Eat Local Kalamazoo! Plant. Prepare. Preserve.

Enjoy home or locally grown food year round! Join canning guru and aquafarmer Lori Evesque and learn to can safely and effectively so you can confidently preserve food for your family. Take one class or more! $35 per class, $105 for whole series. Classes are held in the Can-Do Kitchen at the new People's Food Co-op at 507 Harrison Street in Kalamazoo. To register, please download this file and send it with your payment (checks made out to Fair Food Matter) to Lori Evesque, 41212 CR 653, Paw Paw, MI 49079.

Class Schedule:

Beginner classes will cover the basics, from equipment and safety to techniques and recipes, with a focus on vegetable and fruit products:

  • July 13, 5:30-8:30 pm
  • Aug. 13 2:30-5:30 pm
  • Sept. 21 5:30-8:30 pm

Advanced classes will offer a refresher of the basics for those who have some canning experience, plus more advanced recipes and techniques:

  • July 20, 5:30-8:30 pm
  • Aug. 17, 5:30-8:30 pm
  • Sept. 24, 2:30- 5:30 pm

Don't know which class to take? Email: canning@fairfoodmatters.org or call Lori Evesque at 269-657-7912. If you have any questions about canning at any time of the year, please don't hesitate to ask.

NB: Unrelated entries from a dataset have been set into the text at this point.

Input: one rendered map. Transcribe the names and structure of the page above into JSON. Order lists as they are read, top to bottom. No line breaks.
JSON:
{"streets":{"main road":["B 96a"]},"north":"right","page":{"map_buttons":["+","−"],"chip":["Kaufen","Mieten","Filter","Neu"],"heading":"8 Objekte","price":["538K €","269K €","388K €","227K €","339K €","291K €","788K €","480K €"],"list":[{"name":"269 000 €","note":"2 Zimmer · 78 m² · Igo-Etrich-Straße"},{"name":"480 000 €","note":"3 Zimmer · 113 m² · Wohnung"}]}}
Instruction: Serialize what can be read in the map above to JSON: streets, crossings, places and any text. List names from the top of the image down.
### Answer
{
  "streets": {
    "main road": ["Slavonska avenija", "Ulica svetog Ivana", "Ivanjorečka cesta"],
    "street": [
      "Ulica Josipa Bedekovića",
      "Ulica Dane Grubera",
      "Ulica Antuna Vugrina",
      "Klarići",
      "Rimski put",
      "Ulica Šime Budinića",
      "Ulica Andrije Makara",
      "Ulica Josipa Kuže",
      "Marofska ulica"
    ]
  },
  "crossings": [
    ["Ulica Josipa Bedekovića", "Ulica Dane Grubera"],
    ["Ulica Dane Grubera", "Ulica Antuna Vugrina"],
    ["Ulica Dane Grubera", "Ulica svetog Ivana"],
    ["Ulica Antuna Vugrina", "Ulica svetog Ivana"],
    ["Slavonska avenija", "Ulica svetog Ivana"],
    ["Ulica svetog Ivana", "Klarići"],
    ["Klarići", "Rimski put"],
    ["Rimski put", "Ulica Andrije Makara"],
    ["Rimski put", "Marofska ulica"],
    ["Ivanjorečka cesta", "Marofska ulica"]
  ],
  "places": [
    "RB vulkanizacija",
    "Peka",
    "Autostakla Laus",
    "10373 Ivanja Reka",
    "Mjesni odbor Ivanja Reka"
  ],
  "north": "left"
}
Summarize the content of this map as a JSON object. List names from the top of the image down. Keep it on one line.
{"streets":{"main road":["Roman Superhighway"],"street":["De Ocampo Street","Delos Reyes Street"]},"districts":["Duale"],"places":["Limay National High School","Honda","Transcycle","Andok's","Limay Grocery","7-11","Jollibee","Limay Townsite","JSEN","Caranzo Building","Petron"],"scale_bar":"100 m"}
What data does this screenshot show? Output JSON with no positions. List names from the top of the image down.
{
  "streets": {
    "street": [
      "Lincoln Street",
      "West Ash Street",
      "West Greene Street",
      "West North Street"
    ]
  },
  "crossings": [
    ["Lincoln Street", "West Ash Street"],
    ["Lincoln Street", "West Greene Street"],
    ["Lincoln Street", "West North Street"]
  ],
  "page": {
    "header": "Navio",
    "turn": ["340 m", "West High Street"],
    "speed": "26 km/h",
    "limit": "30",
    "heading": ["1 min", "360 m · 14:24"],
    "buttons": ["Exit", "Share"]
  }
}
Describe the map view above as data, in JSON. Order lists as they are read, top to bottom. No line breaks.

2010 Canning Class Recipes For all students and those who weren't able to make it to the 2010 classes, here is a copy of all the recipes used in the class. 2010 ELK Canning Class Recipes

General Class Description

You'll learn: Water bath & atmospheric canning, equipment, processes, and recipes, and safety.

Participants will be canning two (2) products in each class and take home a jar of each with recipes. Beginners will also get a copy of the Ball Blue Book of Home Canning.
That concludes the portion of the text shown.